*** Opening Exercise data ***

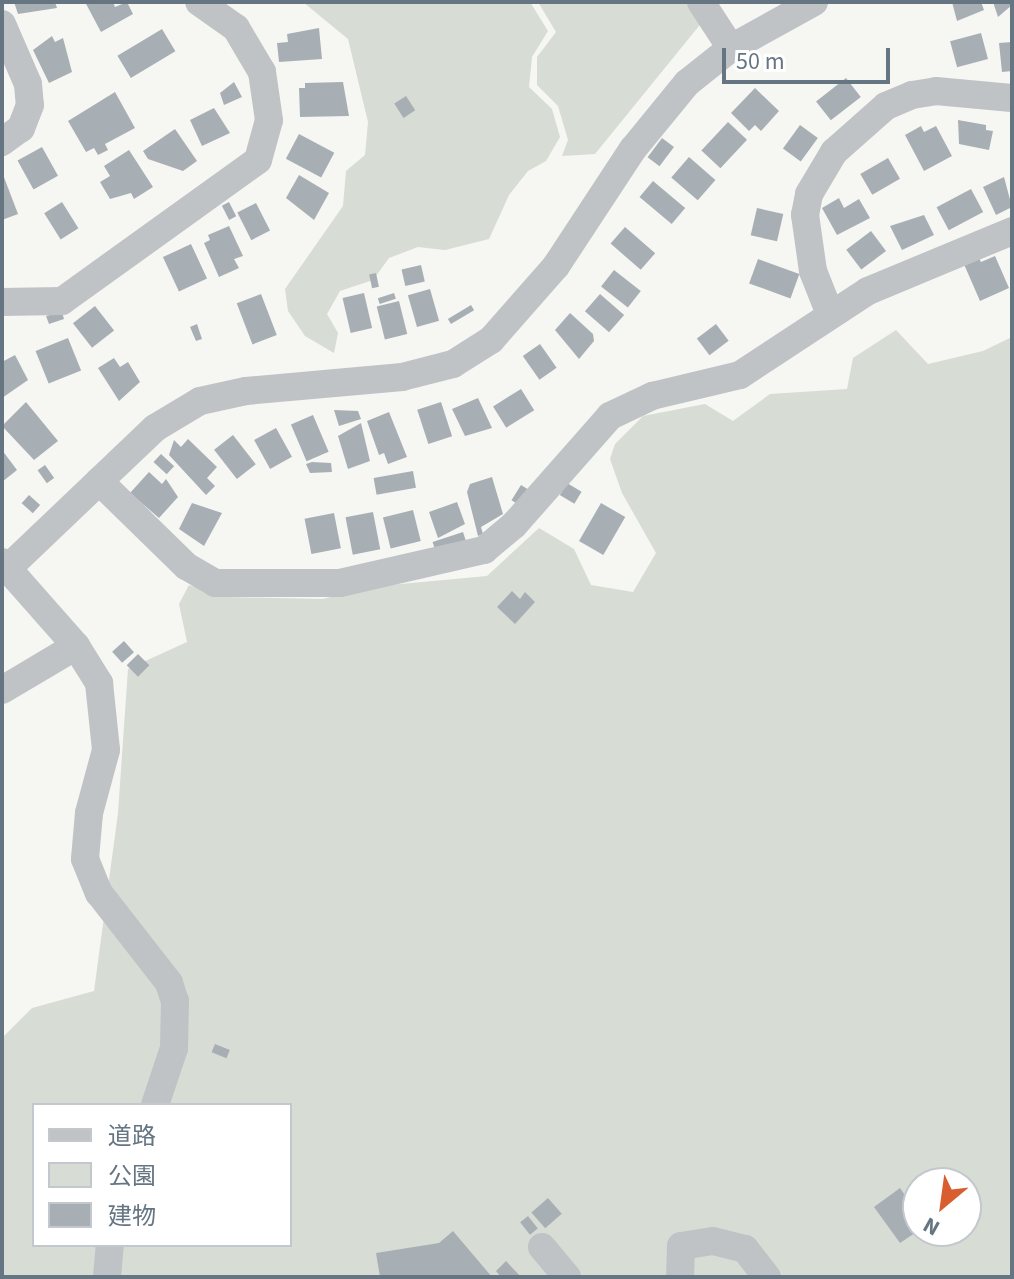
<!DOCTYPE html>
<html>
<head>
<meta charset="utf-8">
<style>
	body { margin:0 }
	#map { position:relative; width:1014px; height:1279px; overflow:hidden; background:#f6f6f3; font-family:"Source Sans 3","Noto Sans JP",sans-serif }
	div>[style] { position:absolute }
	.green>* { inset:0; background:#d7dcd4 }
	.building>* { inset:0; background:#a8afb4; transform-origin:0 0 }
	.minor>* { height:28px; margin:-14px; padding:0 14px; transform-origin:14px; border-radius:14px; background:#bfc3c6 }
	span { translate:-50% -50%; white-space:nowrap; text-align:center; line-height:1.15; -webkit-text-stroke:8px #fff; paint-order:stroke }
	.frame { position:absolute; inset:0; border:4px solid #667582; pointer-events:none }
	.legend { position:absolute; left:32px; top:1103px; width:260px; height:144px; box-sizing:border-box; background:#fff; border:2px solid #c2c8cd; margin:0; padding:10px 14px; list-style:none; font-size:24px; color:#667582 }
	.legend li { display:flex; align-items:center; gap:16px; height:40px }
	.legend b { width:40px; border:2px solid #c2c8cd }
	.north { position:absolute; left:902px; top:1167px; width:80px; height:80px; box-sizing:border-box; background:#fff; border:2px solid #c2c8cd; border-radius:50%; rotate:209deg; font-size:22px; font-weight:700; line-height:32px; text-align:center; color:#667582 }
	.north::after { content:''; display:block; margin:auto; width:28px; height:36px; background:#d85e30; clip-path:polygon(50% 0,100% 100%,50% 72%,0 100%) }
	.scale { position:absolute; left:722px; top:48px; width:168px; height:36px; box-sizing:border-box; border:4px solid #667582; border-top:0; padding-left:10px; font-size:24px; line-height:28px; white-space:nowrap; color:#667582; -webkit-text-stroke:6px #fff; paint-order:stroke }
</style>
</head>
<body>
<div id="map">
	<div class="green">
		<i style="clip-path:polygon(303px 2px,530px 2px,548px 31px,532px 57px,529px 87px,552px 109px,560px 137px,546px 161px,528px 171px,509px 195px,489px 239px,445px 250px,418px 247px,389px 258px,373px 280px,340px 291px,327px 314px,338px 333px,334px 353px,305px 336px,288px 311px,285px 289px,343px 206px,346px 171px,365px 155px,368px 122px,348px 39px)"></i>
		<i style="clip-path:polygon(538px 2px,691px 2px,703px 21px,595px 154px,562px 156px,568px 140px,558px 106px,537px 85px,537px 57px,556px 32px)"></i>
		<i style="clip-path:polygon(evenodd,896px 330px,928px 364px,983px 351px,1012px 337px,1012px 1277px,2px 1277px,2px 1038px,32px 1008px,94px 991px,118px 813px,128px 669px,187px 642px,179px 604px,189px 585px,225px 597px,323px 599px,368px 587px,487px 576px,539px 528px,574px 549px,591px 585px,633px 592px,656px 553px,622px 493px,610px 459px,615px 444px,643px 416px,705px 404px,733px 421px,770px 394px,847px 389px,853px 358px,896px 330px,34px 1105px,290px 1105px,290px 1245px,34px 1245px,34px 1105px,896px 330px,918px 1183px,966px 1183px,966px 1231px,918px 1231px,918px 1183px)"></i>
	</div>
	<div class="building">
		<i style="clip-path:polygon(14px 2px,55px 2px,57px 8px,18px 14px)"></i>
		<i style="clip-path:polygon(85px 2px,113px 2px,115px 7px,127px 2px,133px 14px,101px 32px)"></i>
		<i style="clip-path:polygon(952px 2px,981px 2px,984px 10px,957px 21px)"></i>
		<i style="clip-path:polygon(993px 2px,1012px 2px,1012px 5px,998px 17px)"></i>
		<i style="clip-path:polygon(319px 28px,322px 59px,279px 62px,277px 43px,288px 42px,287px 34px)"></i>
		<i style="left:162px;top:29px;width:26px;height:52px;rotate:59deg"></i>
		<i style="left:981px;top:33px;width:27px;height:32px;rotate:75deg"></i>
		<i style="clip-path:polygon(52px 36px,55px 42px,63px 38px,72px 72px,49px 83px,33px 50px)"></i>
		<i style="clip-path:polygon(1012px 42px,1012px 71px,1002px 72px,999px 43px)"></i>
		<i style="left:846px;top:78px;width:24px;height:38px;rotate:52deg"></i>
		<i style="clip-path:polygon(234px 82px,242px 97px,224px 105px,220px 93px)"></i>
		<i style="clip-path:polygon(343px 82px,349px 116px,300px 117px,299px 88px,305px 88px,305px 83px)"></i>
		<i style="clip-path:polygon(755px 88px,779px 111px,761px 131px,755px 125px,749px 131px,731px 113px)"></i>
		<i style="clip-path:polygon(115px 92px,135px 128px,105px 144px,108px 150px,98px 155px,94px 148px,86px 152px,68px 121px)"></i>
		<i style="left:406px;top:96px;width:17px;height:14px;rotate:57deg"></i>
		<i style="clip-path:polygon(214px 108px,230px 133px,202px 146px,190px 120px)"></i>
		<i style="clip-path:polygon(958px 120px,986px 125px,986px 130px,993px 131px,989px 150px,959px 144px)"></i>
		<i style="left:728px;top:122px;width:26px;height:39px;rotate:43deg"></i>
		<i style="left:800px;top:125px;width:22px;height:29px;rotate:36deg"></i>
		<i style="clip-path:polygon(921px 126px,924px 132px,936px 126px,952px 156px,924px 171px,905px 135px)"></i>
		<i style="clip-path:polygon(175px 129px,197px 161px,183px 171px,148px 159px,143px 151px)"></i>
		<i style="left:299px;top:134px;width:40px;height:28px;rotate:28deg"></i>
		<i style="left:662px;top:138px;width:15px;height:24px;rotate:37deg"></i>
		<i style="left:42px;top:147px;width:33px;height:28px;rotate:61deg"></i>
		<i style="clip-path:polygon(129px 150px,153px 187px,134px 199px,131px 193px,110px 199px,100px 182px,110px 176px,104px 166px)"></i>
		<i style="left:689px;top:157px;width:35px;height:27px;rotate:41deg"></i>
		<i style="left:888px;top:158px;width:24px;height:32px;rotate:60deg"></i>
		<i style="clip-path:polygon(2px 172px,18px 214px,2px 220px)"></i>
		<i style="clip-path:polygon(299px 175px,329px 193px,314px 220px,286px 198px)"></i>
		<i style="clip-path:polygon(1004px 177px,1012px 207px,996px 215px,983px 187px)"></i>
		<i style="left:653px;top:181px;width:42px;height:21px;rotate:40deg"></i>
		<i style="left:971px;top:189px;width:26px;height:39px;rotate:62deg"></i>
		<i style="clip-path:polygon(839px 198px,844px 208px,859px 199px,870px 218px,837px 235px,822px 208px)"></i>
		<i style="left:62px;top:202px;width:31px;height:21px;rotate:58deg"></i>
		<i style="left:229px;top:202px;width:16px;height:8px;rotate:63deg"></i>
		<i style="left:256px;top:203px;width:31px;height:21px;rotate:63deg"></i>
		<i style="left:757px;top:208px;width:27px;height:28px;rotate:13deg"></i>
		<i style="clip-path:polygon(924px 215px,934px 235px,902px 250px,890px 226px)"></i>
		<i style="clip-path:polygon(229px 226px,243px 256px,234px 259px,239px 268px,219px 277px,204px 243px,210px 240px,208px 235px)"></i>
		<i style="left:625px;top:227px;width:40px;height:22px;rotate:41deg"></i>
		<i style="left:871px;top:231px;width:25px;height:31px;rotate:53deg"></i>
		<i style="left:191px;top:244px;width:38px;height:31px;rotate:65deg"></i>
		<i style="clip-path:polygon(978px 256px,981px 262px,995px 256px,1009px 288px,980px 301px,963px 262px)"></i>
		<i style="left:758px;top:259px;width:44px;height:26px;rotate:20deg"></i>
		<i style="left:421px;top:265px;width:17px;height:20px;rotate:77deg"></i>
		<i style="left:614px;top:270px;width:34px;height:21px;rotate:38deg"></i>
		<i style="left:376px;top:273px;width:14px;height:7px;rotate:78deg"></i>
		<i style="left:430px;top:289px;width:33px;height:23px;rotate:74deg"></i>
		<i style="left:364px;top:293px;width:36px;height:22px;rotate:77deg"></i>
		<i style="left:394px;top:293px;width:6px;height:17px;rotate:72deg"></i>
		<i style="left:261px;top:294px;width:44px;height:26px;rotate:69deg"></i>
		<i style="left:600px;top:294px;width:32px;height:23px;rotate:41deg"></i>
		<i style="left:399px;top:301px;width:34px;height:23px;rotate:76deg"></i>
		<i style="left:471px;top:305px;width:6px;height:27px;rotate:59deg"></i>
		<i style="left:95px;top:306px;width:31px;height:28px;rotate:52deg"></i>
		<i style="clip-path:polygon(62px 312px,64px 319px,49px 324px,46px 316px)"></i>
		<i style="clip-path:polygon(570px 313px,593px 334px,594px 341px,579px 359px,555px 330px)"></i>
		<i style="clip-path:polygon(197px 324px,202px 339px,196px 341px,190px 327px)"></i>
		<i style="left:716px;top:324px;width:21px;height:24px;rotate:53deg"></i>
		<i style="left:68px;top:338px;width:35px;height:35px;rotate:68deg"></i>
		<i style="left:540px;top:344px;width:29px;height:21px;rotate:55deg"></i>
		<i style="clip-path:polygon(15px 355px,28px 380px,2px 398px,2px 362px)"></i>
		<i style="clip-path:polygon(114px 358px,120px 367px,128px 362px,140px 382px,119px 401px,98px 368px)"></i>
		<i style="left:521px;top:389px;width:25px;height:33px;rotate:58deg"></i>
		<i style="clip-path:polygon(478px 398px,492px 428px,465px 436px,452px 409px)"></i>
		<i style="clip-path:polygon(26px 402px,58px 441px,34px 460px,2px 426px)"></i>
		<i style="left:441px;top:402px;width:36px;height:25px;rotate:72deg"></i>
		<i style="clip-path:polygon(334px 410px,358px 411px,361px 419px,339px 426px)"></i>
		<i style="clip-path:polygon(389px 412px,407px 457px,388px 464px,384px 453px,379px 455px,367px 421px)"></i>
		<i style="left:313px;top:415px;width:40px;height:24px;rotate:67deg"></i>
		<i style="clip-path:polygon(361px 423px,370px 461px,348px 469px,338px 436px)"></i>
		<i style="left:276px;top:428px;width:33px;height:25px;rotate:61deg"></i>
		<i style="left:233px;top:435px;width:37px;height:24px;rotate:52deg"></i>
		<i style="clip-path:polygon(188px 439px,217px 467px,207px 478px,215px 486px,206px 495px,169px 455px,174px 440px,181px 447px)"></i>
		<i style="clip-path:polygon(2px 450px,17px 470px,2px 482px)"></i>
		<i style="left:161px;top:454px;width:18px;height:11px;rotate:43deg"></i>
		<i style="clip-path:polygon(312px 462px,331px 463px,332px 472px,310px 473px,306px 464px)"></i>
		<i style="left:45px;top:465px;width:16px;height:9px;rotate:55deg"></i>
		<i style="left:413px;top:471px;width:17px;height:40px;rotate:80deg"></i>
		<i style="clip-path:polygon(149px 472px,162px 484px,166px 479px,178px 497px,159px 518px,130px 493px)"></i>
		<i style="clip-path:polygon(492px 477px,503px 514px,481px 527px,483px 534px,478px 536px,467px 492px,470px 484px)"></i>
		<i style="left:567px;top:483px;width:17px;height:14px;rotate:31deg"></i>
		<i style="left:521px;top:485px;width:9px;height:18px;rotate:32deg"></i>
		<i style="left:29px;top:495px;width:15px;height:11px;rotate:42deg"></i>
		<i style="clip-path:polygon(457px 502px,465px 524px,438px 538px,429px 512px)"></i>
		<i style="clip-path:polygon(192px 503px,222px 513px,204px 546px,179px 529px)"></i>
		<i style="left:601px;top:503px;width:28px;height:44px;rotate:30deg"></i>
		<i style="left:413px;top:510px;width:32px;height:31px;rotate:76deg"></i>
		<i style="left:373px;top:512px;width:38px;height:28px;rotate:79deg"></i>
		<i style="left:334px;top:513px;width:36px;height:30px;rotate:79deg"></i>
		<i style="left:463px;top:532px;width:9px;height:32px;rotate:72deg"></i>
		<i style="clip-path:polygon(512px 591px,520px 599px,525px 592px,535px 602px,515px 624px,497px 607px)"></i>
		<i style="left:124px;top:641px;width:15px;height:16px;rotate:48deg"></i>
		<i style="left:138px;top:654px;width:16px;height:16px;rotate:45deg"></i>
		<i style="left:215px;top:1044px;width:16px;height:9px;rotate:22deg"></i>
		<i style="clip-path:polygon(900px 1188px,918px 1214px,918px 1231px,900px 1243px,874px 1207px)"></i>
		<i style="left:548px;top:1198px;width:21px;height:22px;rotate:49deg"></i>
		<i style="left:528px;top:1216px;width:16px;height:10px;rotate:52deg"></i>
		<i style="clip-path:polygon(453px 1231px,492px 1277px,380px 1277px,376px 1253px,439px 1243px)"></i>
		<i style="clip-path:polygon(506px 1261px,521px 1277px,501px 1277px,496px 1271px)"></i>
	</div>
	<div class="minor">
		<i style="left:701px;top:2px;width:55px;rotate:56.9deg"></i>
		<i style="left:2px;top:24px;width:65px;rotate:66.6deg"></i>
		<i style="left:28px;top:84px;width:21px;rotate:85deg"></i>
		<i style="left:30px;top:105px;width:25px;rotate:111deg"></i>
		<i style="left:21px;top:128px;width:24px;rotate:144deg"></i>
		<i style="left:2px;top:302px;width:60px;rotate:-1deg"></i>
		<i style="left:62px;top:301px;width:241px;rotate:-35.7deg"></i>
		<i style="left:258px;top:160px;width:41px;rotate:-74.6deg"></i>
		<i style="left:269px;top:120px;width:49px;rotate:-98.3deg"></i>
		<i style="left:262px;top:72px;width:51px;rotate:-120.6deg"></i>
		<i style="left:236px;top:28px;width:45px;rotate:-144.9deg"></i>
		<i style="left:830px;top:314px;width:46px;rotate:-111.6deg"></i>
		<i style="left:813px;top:271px;width:57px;rotate:-98.1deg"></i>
		<i style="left:805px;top:215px;width:21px;rotate:-79deg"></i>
		<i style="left:809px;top:194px;width:49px;rotate:-59.2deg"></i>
		<i style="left:834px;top:152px;width:69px;rotate:-41.5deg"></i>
		<i style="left:886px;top:106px;width:28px;rotate:-23deg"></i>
		<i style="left:912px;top:95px;width:24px;rotate:-9deg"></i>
		<i style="left:936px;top:91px;width:76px;rotate:5.3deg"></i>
		<i style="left:99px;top:481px;width:122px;rotate:44.3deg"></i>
		<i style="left:186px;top:566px;width:34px;rotate:30deg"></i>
		<i style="left:215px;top:583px;width:125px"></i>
		<i style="left:340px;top:583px;width:148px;rotate:-12.9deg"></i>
		<i style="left:484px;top:550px;width:39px;rotate:-40deg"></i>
		<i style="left:514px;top:525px;width:145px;rotate:-48.6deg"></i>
		<i style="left:610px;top:416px;width:47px;rotate:-25.5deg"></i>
		<i style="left:652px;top:396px;width:90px;rotate:-13.4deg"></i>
		<i style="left:740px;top:375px;width:153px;rotate:-33.3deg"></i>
		<i style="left:868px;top:291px;width:156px;rotate:-22.6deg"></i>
		<i style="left:2px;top:562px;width:112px;rotate:48.6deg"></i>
		<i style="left:76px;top:646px;width:44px;rotate:58.1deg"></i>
		<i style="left:99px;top:683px;width:67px;rotate:84deg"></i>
		<i style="left:106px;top:750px;width:65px;rotate:105.1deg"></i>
		<i style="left:89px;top:813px;width:46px;rotate:95deg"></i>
		<i style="left:85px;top:859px;width:37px;rotate:68deg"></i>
		<i style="left:99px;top:893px;width:114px;rotate:52.1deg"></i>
		<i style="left:169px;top:983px;width:19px;rotate:72deg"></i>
		<i style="left:175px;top:1001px;width:47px;rotate:91.2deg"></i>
		<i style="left:174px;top:1048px;width:60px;rotate:108.4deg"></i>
		<i style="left:8px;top:568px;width:203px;rotate:-43.6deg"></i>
		<i style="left:155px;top:428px;width:52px;rotate:-31deg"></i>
		<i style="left:200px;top:401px;width:47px;rotate:-12.3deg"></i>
		<i style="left:246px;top:391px;width:157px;rotate:-5.1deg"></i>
		<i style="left:402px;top:377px;width:53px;rotate:-14.3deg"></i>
		<i style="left:453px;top:364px;width:45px;rotate:-32.3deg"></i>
		<i style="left:491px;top:340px;width:98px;rotate:-48.7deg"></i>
		<i style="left:556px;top:266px;width:140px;rotate:-56.7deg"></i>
		<i style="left:633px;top:149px;width:85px;rotate:-50.7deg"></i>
		<i style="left:687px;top:83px;width:56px;rotate:-38.5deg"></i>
		<i style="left:731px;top:48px;width:95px;rotate:-29deg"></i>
		<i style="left:2px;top:690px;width:86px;rotate:-30.7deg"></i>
		<i style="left:542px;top:1247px;width:39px;rotate:50deg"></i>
		<i style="left:107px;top:1277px;width:32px;rotate:-85deg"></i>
		<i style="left:680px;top:1277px;width:31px;rotate:-88deg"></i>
		<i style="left:681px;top:1246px;width:32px;rotate:-9deg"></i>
		<i style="left:713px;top:1241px;width:33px;rotate:14deg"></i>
		<i style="left:745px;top:1249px;width:36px;rotate:52deg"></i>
	</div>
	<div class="frame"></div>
	<ul class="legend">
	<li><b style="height:10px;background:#bfc3c6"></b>道路</li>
	<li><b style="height:22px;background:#d7dcd4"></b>公園</li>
	<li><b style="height:22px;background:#a8afb4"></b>建物</li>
	</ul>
	<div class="north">N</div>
	<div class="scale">50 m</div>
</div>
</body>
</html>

*** Closing Exercise data ***

▸ **Task item**: Please restate the material above line by line, exactly, beginning at its first line and ending with the line that contains "translate:-50% -50%; white-space:nowrap;", without any pictures.

▸ **Answer space**:
<!DOCTYPE html>
<html>
<head>
<meta charset="utf-8">
<style>
	body { margin:0 }
	#map { position:relative; width:1014px; height:1279px; overflow:hidden; background:#f6f6f3; font-family:"Source Sans 3","Noto Sans JP",sans-serif }
	div>[style] { position:absolute }
	.green>* { inset:0; background:#d7dcd4 }
	.building>* { inset:0; background:#a8afb4; transform-origin:0 0 }
	.minor>* { height:28px; margin:-14px; padding:0 14px; transform-origin:14px; border-radius:14px; background:#bfc3c6 }
	span { translate:-50% -50%; white-space:nowrap; text-align:center; line-height:1.15; -webkit-text-stroke:8px #fff; paint-order:stroke }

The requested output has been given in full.